Procedural Sedation: In adult subjects, withdrawal symptoms were not seen after discontinuation of short term infusions of Dexdor (<6 hours).
Tolerance and Tachyphylaxis: Use of dexmedetomidine beyond 24 hours has been associated with tolerance and tachyphylaxis and a dose-related increase in adverse reactions [see Clinical Studies Experience under Adverse Reactions].
Hepatic Impairment: Since Dexdor clearance decreases with increasing severity of hepatic impairment, dose reduction should be considered in patients with impaired hepatic function [see Dosage Information under Dosage & Administration].
DRUG ABUSE AND DEPENDENCE: Controlled Substance: Dexdor (dexmedetomidine hydrochloride) is not a controlled substance.
Dependence: The dependence potential of Dexdor has not been studied in humans.
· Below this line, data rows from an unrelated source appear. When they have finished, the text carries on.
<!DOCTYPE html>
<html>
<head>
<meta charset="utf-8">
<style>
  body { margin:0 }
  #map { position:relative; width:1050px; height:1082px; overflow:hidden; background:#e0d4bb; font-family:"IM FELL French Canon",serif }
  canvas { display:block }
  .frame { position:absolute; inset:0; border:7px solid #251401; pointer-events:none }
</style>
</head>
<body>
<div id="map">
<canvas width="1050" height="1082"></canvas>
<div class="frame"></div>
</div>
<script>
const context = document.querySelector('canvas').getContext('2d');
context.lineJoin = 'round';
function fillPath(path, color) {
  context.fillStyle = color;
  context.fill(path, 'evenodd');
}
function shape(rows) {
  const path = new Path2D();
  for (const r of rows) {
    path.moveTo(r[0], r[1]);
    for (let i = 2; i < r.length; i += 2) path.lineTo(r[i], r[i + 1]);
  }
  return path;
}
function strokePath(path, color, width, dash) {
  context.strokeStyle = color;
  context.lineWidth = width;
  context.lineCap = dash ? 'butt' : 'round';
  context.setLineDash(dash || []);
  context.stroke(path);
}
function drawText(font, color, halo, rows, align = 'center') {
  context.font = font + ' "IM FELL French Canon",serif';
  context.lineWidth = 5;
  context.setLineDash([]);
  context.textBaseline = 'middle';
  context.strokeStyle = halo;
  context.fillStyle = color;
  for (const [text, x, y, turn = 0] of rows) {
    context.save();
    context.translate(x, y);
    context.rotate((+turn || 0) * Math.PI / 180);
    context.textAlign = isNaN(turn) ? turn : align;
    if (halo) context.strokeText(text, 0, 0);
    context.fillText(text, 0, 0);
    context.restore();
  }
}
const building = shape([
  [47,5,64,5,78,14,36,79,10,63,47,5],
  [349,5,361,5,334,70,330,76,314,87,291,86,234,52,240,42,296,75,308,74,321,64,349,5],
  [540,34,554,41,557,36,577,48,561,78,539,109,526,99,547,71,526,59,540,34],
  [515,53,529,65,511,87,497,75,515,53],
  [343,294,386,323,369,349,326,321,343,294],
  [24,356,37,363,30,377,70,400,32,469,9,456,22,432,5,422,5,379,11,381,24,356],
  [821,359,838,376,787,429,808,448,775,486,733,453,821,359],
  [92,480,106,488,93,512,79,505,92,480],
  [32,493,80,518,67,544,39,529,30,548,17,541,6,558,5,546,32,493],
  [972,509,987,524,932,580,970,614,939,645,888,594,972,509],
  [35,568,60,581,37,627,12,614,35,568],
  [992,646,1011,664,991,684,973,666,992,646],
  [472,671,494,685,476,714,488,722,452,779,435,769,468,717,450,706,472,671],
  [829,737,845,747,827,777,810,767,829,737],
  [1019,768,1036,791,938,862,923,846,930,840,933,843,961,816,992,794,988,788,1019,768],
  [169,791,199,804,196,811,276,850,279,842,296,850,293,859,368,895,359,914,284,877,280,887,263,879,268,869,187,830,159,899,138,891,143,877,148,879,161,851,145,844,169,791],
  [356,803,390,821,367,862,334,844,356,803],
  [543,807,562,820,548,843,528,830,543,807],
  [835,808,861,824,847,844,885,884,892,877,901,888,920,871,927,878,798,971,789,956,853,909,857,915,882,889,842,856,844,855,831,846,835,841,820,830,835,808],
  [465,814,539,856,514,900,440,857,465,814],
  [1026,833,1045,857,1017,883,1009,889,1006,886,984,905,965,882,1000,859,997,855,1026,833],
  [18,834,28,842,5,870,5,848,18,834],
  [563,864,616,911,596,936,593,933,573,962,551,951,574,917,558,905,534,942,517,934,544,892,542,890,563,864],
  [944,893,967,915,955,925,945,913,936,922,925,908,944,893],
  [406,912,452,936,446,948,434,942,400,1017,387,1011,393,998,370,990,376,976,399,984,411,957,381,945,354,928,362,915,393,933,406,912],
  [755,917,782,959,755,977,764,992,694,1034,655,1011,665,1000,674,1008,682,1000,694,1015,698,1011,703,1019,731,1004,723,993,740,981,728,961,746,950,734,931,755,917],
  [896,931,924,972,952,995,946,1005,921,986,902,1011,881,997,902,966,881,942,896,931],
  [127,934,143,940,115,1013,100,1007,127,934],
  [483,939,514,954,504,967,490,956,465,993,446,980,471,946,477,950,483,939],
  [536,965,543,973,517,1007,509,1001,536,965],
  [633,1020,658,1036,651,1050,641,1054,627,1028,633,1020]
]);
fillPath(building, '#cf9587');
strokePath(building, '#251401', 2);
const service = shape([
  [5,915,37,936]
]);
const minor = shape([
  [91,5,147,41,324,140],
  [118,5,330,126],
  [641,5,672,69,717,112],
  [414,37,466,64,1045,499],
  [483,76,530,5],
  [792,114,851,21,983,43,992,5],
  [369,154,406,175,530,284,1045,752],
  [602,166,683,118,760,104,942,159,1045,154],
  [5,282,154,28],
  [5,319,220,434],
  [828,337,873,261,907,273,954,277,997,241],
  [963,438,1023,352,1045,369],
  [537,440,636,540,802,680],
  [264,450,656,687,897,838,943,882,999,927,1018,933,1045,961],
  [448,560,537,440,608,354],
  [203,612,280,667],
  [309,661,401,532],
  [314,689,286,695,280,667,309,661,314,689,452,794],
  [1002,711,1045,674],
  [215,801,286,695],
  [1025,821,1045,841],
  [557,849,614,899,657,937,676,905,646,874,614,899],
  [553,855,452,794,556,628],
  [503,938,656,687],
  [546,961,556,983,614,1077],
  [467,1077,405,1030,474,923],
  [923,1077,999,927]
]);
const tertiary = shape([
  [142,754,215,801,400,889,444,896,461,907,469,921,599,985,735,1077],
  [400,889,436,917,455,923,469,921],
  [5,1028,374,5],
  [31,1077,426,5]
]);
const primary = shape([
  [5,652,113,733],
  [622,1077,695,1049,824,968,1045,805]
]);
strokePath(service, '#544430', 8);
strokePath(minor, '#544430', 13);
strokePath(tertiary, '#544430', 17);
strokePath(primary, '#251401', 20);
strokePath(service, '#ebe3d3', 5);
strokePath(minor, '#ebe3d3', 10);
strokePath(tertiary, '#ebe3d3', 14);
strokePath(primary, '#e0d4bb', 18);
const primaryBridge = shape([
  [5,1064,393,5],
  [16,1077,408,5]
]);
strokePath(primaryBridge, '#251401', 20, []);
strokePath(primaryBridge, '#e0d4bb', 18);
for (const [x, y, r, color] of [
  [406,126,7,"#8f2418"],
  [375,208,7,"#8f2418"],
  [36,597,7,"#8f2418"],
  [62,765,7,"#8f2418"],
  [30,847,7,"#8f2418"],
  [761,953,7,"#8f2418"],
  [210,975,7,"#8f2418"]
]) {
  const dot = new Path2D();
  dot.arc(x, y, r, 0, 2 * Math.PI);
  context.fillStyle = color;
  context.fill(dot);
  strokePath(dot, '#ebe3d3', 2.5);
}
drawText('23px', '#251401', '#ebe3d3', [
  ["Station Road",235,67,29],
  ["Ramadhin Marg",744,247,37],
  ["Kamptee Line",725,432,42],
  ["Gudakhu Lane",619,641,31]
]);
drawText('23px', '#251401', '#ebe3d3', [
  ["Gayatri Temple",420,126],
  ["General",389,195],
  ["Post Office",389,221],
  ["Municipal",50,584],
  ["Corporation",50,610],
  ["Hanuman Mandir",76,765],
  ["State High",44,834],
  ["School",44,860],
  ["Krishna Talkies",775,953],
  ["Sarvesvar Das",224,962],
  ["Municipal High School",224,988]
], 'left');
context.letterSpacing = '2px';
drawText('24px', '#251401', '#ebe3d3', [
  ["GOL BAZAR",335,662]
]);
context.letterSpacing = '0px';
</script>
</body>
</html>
However, since studies in rodents and primates have demonstrated that Dexdor exhibits pharmacologic actions similar to those of clonidine, it is possible that Dexdor may produce a clonidine-like withdrawal syndrome upon abrupt discontinuation [see Withdrawal Intensive Care Unit Sedation as previously mentioned].
Use in Children: Safety and efficacy have not been established for Procedural or ICU Sedation in pediatric patients. One assessor-blinded trial in pediatric patients and two open label studies in neonates were conducted to assess efficacy for ICU sedation. These studies did not meet their primary efficacy endpoints and the safety data submitted were insufficient to fully characterize the safety profile of Dexdor for this patient population. The use of Dexdor for procedural sedation in pediatric patients has not been evaluated.
Use in the Elderly: Intensive Care Unit Sedation: In patients greater than 65 years of age, a higher incidence of bradycardia and hypotension was observed following administration of Dexdor [see Hypotension, Bradycardia, and Sinus Arrest as previously mentioned]. Therefore, a dose reduction may be considered in patients over 65 years of age [see Dosage Information under Dosage & Administration and PHARMACOLOGY: Pharmacokinetics under Actions].
Procedural Sedation: A total of 131 patients in the clinical studies were 65 years of age and over. A total of 47 patients were 75 years of age and over. Hypotension occurred in a higher incidence in Dexdor-treated patients 65 years or older (72%) and 75 years or older (74%) as compared to patients <65 years (47%). A reduced loading dose of 0.5 mcg/kg given over 10 minutes is recommended and a reduction in the maintenance infusion should be considered for patients greater than 65 years of age.